On topic re: reviews, off topic re: $50. For the new author...

My first book took six weeks to get its first review. I had no idea what an ARC was or how to set up a program. I'm only now, after eight books and a year and a half organizing an ARC team and now with this news, maybe I shouldn't have?

If you get three reviews on launch day, I'd call that a success in my prawny experience. Run with it and good luck with your launch.


----------



## Joseph Malik (Jul 12, 2016)

Amanda M. Lee said:


> That's normal. That's why you put up the print book at the same time as the preorder. You can't review the preorder but you can put the review on the paperback and when the versions are linked ... viola! Reviews on preorders. That's not a new thing.


I distinctly remember the review option being available on the ebook version. Maybe it was a glitch, or I was always drunk when I was seeing it.
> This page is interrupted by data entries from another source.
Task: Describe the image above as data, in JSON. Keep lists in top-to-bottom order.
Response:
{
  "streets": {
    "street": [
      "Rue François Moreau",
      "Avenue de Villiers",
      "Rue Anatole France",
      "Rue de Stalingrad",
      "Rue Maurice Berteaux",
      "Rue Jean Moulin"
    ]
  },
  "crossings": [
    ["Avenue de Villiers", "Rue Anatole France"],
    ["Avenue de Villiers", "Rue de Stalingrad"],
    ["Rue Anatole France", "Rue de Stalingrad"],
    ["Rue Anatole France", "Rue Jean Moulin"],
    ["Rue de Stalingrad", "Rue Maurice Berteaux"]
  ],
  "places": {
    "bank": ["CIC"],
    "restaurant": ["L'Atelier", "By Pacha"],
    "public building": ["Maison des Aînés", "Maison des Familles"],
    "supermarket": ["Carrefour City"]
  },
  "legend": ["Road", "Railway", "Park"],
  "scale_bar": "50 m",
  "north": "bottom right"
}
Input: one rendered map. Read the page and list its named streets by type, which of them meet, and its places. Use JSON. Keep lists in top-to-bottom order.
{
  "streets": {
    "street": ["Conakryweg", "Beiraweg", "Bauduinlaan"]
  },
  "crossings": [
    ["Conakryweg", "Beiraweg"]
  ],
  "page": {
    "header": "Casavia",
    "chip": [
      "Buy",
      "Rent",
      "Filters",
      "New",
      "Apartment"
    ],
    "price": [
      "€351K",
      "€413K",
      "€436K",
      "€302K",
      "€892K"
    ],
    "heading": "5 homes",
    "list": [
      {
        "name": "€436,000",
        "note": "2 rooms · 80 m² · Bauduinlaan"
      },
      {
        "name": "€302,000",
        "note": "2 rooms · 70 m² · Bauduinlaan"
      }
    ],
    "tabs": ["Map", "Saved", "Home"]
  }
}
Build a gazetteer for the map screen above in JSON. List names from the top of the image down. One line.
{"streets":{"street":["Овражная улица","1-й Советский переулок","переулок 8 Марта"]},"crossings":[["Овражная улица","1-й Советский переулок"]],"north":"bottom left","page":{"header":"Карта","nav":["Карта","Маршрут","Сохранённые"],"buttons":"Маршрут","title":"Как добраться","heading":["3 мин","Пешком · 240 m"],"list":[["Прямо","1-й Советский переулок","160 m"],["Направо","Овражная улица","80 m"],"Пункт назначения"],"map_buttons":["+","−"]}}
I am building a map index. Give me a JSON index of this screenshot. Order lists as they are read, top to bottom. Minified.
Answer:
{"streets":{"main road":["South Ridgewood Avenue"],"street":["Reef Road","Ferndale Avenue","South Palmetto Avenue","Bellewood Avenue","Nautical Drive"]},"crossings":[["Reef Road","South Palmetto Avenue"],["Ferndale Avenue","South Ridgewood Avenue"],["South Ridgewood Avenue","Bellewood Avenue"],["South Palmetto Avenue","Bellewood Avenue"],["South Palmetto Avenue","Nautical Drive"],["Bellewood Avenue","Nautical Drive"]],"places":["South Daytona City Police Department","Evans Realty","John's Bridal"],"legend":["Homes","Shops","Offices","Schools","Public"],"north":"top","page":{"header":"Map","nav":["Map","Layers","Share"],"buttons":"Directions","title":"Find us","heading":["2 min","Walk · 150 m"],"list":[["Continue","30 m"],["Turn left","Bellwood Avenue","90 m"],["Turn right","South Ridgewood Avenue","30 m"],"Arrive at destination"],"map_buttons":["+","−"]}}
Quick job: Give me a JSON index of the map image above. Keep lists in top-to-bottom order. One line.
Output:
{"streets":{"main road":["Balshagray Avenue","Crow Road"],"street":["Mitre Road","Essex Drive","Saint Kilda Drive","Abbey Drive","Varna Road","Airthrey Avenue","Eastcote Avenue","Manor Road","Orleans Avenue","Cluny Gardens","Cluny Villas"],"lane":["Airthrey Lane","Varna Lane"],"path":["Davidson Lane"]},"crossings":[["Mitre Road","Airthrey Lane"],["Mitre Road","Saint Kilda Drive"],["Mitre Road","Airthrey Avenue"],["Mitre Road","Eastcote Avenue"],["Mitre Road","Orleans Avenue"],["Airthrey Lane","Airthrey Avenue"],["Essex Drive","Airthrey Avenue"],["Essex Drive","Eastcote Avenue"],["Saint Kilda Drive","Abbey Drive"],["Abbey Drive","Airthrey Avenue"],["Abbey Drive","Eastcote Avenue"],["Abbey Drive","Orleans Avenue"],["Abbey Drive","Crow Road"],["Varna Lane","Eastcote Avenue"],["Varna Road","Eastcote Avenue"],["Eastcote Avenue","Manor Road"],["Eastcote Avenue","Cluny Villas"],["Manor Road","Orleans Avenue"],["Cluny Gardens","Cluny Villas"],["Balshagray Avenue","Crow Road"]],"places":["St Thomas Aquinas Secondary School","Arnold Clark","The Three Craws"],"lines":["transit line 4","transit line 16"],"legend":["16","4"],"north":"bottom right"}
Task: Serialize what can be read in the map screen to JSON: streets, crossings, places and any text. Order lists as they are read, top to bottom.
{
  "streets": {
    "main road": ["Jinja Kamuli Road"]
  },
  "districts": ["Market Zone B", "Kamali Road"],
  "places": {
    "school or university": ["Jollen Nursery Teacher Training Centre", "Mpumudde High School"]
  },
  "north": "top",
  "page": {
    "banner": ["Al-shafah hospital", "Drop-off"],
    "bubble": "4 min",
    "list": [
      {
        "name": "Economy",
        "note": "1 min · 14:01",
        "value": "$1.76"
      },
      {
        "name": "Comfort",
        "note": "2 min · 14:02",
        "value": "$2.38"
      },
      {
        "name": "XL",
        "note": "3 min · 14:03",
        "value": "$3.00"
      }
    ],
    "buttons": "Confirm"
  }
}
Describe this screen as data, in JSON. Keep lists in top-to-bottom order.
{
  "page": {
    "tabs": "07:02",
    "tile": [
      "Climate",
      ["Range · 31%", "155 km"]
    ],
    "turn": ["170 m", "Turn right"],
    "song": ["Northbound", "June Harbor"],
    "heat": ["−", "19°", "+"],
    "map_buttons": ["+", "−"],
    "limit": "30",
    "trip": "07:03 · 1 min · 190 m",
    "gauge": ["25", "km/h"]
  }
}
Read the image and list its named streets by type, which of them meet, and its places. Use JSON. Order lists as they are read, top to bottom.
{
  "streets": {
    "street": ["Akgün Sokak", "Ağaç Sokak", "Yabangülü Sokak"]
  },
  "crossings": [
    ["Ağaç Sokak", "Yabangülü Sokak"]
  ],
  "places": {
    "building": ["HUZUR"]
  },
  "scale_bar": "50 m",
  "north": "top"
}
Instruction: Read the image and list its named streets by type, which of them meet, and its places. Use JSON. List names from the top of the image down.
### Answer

Or both.


----------



## Amanda M. Lee (Jun 3, 2014)

Joseph Malik said:


> I distinctly remember the review option being available on the ebook version. Maybe it was a glitch, or I was always drunk when I was seeing it. Or both.


Yeah, I have constant preorders and that's never been available since we were given access to preorders.


----------



## Joseph Malik (Jul 12, 2016)

Amanda M. Lee said:


> Yeah, I have constant preorders and that's never been available since we were given access to preorders.


I stand corrected. Thank you.


----------



## Debbie Bennett (Mar 25, 2011)

ImaWriter said:


> Hmm.
> 
> So would this impact people who don't shop from .com?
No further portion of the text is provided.